Yeah. Currently, we're at 3.7. That was last year and what we're aiming for is to be under $3 in the coming year. Obviously, part of that is to do with the increase in production, therefore, operating cost per barrel. But also, we're looking at a suite of improvements in how we do business and things like chemicals, etc. So we're optimizing the production operations. We're optimizing everything else and we do have some AI in there as well, which is looking at condition monitoring and frequency of maintenance. In general, we're very, very low cost already, and under $3 is right in the top, probably 10% in the world.

Nour Sherif
Executive Director, Arqaam Capital

Clear.

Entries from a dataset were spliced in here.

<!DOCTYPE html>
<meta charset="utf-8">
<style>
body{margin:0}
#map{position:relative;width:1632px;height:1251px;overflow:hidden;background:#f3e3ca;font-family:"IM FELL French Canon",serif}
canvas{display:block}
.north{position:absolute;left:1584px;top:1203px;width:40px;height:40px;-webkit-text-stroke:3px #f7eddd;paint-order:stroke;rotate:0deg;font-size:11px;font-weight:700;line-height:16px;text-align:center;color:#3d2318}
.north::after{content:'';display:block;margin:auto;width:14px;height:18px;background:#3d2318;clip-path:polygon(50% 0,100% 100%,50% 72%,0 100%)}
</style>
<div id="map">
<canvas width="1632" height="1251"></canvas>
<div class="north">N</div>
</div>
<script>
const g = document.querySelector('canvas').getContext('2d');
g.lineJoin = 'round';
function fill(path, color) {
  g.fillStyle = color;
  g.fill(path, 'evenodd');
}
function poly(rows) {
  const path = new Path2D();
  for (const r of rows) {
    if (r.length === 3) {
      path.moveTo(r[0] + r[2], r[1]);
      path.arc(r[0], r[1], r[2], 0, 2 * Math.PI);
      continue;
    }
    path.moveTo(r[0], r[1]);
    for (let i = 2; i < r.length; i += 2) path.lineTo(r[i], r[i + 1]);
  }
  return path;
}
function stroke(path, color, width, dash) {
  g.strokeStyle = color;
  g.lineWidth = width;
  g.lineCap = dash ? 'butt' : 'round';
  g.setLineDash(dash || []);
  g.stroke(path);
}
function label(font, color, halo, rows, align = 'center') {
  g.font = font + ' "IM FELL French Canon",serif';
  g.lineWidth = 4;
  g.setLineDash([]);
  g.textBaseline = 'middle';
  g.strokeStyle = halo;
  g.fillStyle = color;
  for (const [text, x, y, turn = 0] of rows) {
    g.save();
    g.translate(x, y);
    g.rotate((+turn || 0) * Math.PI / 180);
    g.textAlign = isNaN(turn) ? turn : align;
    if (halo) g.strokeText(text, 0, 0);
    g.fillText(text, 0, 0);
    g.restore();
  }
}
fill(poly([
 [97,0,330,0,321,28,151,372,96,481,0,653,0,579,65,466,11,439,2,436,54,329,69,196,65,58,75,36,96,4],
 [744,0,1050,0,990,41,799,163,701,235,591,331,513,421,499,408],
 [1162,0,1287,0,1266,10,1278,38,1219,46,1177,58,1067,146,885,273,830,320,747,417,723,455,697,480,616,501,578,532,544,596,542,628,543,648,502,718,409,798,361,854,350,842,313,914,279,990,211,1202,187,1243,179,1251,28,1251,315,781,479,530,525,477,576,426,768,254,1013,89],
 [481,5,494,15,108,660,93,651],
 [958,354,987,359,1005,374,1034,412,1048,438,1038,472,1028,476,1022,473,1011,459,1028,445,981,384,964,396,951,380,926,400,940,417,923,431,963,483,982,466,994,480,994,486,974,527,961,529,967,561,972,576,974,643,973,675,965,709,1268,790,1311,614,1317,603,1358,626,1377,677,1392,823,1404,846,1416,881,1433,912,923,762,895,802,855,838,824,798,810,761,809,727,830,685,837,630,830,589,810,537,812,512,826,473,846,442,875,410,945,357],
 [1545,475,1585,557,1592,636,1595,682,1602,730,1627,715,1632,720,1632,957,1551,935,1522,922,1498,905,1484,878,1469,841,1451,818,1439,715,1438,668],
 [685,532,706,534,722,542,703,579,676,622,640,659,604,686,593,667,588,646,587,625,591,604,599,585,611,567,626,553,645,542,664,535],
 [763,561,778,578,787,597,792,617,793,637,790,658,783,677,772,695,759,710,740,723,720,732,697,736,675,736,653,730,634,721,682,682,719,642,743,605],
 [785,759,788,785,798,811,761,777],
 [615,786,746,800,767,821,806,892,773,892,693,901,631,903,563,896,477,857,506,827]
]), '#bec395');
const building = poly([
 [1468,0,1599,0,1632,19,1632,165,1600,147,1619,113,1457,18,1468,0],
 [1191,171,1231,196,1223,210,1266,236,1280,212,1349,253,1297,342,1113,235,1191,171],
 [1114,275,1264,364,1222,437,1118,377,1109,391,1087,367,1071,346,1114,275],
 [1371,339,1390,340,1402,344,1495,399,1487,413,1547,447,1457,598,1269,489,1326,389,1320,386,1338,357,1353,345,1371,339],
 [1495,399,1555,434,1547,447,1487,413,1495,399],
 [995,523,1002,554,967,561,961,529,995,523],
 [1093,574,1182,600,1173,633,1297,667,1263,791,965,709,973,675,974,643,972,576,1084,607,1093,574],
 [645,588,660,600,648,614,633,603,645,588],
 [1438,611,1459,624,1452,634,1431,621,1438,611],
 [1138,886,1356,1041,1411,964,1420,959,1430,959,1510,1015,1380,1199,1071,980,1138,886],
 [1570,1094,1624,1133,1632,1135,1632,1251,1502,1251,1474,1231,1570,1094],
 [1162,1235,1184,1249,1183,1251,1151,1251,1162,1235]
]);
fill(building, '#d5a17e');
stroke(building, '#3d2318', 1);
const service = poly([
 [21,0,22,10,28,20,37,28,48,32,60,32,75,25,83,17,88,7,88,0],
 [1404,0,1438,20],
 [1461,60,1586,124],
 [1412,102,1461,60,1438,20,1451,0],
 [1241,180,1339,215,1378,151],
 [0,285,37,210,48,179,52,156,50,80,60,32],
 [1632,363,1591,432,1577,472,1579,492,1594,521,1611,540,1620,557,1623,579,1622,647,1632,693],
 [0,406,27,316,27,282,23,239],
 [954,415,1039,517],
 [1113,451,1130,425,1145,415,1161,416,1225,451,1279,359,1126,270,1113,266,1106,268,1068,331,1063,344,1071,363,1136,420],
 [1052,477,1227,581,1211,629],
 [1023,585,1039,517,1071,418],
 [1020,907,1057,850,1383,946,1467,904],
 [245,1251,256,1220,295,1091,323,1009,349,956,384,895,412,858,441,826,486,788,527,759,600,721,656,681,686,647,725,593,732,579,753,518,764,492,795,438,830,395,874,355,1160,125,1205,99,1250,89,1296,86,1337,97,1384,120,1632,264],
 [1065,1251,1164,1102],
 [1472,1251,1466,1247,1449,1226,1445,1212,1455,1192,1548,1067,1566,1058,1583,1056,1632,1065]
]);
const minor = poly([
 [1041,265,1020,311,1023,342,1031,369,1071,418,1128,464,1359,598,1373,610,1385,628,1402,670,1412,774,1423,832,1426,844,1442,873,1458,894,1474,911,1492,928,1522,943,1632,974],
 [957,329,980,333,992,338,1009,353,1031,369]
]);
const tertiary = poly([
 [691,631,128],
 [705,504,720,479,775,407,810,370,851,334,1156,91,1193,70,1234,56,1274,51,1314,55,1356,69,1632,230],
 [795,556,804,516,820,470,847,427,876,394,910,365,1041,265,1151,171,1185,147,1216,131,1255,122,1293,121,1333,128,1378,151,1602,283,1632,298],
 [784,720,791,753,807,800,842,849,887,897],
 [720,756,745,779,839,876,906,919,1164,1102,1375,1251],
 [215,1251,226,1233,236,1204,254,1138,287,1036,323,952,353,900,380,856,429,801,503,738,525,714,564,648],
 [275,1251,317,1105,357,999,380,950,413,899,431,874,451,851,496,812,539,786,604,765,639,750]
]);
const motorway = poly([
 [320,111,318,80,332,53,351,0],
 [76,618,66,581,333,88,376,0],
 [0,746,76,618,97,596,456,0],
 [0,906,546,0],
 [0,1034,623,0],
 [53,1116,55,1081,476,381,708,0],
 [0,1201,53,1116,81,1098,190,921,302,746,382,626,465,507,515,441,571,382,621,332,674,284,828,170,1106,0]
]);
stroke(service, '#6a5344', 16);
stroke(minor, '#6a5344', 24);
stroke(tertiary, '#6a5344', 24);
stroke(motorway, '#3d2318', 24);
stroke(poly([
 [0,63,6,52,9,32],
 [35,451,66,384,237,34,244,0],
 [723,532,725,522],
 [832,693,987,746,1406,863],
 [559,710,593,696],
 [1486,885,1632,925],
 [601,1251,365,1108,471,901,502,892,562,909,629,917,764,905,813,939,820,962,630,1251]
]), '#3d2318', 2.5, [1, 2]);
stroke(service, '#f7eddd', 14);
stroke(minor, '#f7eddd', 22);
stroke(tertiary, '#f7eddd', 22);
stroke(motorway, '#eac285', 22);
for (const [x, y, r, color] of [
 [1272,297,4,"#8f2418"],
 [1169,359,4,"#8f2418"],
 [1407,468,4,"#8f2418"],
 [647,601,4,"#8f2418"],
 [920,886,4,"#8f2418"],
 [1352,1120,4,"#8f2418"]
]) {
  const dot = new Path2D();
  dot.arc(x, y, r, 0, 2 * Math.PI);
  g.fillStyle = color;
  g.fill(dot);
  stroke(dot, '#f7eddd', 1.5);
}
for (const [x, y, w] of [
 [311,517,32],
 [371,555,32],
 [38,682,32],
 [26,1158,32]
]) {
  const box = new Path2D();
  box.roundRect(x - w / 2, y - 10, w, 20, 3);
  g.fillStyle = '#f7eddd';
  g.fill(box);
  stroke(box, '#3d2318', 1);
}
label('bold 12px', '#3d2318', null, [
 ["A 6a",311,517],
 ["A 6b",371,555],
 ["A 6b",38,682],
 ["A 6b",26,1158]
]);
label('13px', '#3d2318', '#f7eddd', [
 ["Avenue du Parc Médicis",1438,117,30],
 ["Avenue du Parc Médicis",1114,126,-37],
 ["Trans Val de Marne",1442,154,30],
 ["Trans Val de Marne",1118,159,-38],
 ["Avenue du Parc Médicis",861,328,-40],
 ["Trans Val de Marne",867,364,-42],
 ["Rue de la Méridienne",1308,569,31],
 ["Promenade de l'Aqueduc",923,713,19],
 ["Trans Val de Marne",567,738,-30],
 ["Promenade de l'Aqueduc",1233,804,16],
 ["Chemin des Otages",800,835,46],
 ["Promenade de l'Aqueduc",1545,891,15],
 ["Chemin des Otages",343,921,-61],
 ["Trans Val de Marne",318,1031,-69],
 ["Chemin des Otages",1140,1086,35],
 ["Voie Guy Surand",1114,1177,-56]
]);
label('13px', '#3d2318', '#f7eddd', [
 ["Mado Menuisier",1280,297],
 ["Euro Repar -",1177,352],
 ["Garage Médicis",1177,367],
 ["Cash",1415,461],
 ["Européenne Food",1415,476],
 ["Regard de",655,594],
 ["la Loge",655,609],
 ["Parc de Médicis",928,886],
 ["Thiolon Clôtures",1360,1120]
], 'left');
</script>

And additionally, could you provide guidance on the G&A expenses on per barrel of oil equivalent basis post the increase in production?

Richard Hall
CEO, Dana Gas

G&A, this is the corporate G&A, I guess you're talking about. We're looking at $12-$12.5 million per year, pretty much flat on what we've been doing.

Nour Sherif
Executive Director, Arqaam Capital

Clear. As a reminder, if you have a question, please raise your hand or submit your question in the Q&A box. We'll give it 30 seconds until we get to the next question. Maybe I can jump in with a quick one on the ramp-up in production. How should we look at it from first half towards second half of this year and when the new pipeline should be online?

Richard Hall
CEO, Dana Gas

Yeah, good question. So we were supposed to be limited to 668 million standard cubic feet a day when we brought KM250 online. Since then, we've managed to look at the plant in a critical way, and we actually got up to 720 in January. So significant increase. The peak should be 750 million standard cubic feet a day, and that's when the CUP common user pipeline comes onstream. Now, I've actually driven the line. I've been there. They've laid the line. They're well ahead of schedule on that. However, there are valve stations, which are quite complex construction items. I really don't see that being online until sometime in the third quarter of this year. And that's when we'll hit the 750 and maybe a little bit more than 750 million standard cubic feet a day.

Nour Sherif
Executive Director, Arqaam Capital

Clear. On the CapEx side, should we expect a pickup in 2026 given the drilling program in Egypt or the CapEx program in Chemchemal?

Richard Hall
CEO, Dana Gas

Yes, hi. Good question. In Egypt, I think it's going to be around the same level that it was last year. That was $40 million CapEx in Egypt. Should be around the same this year.

Nour Sherif
Executive Director, Arqaam Capital

That's clear. As a reminder, if you have a question, please raise your hand or submit your question in the Q&A box. There are no further questions. I will turn over the call back to management for conclusion remarks.

Mohammed Mubaideen
Head Of Investor Relations and Corporate Communications, Dana Gas

Thank you very much, everybody, for joining us. Thank God that was a very good year for Dana Gas. We're looking forward to continue this performance. You know my contact. Maybe I'll just leave it for Richard for a final word.

Richard Hall
CEO, Dana Gas

Yeah, thank you all for attending, and thank you all for your support throughout the year. As we said, 2025 was a year of delivery and building a new operational and financial base for this company. I would like to see that our ability to deliver now is leveraged off the team we've built. We stepped in under very difficult circumstances. You can imagine if the contractor left you high and dry when building your house. Well, we had the same sort of event here. So we are into delivery.

We maintain our strategic importance in KRI. We maintain our reliable status in Egypt. And as we've said before, now that we've rebuilt our balance sheet, dividend is a key priority for management, and we have now a sustainable dividend policy. So thank you all for your support and your interest in the company. We look forward to a very good year coming up.

Nour Sherif
Executive Director, Arqaam Capital

Thank you.

Mohammed Mubaideen
Head Of Investor Relations and Corporate Communications, Dana Gas

Thank you very much, Nour. Thank you.

Nour Sherif
Executive Director, Arqaam Capital

This concludes our call for today. Thank you.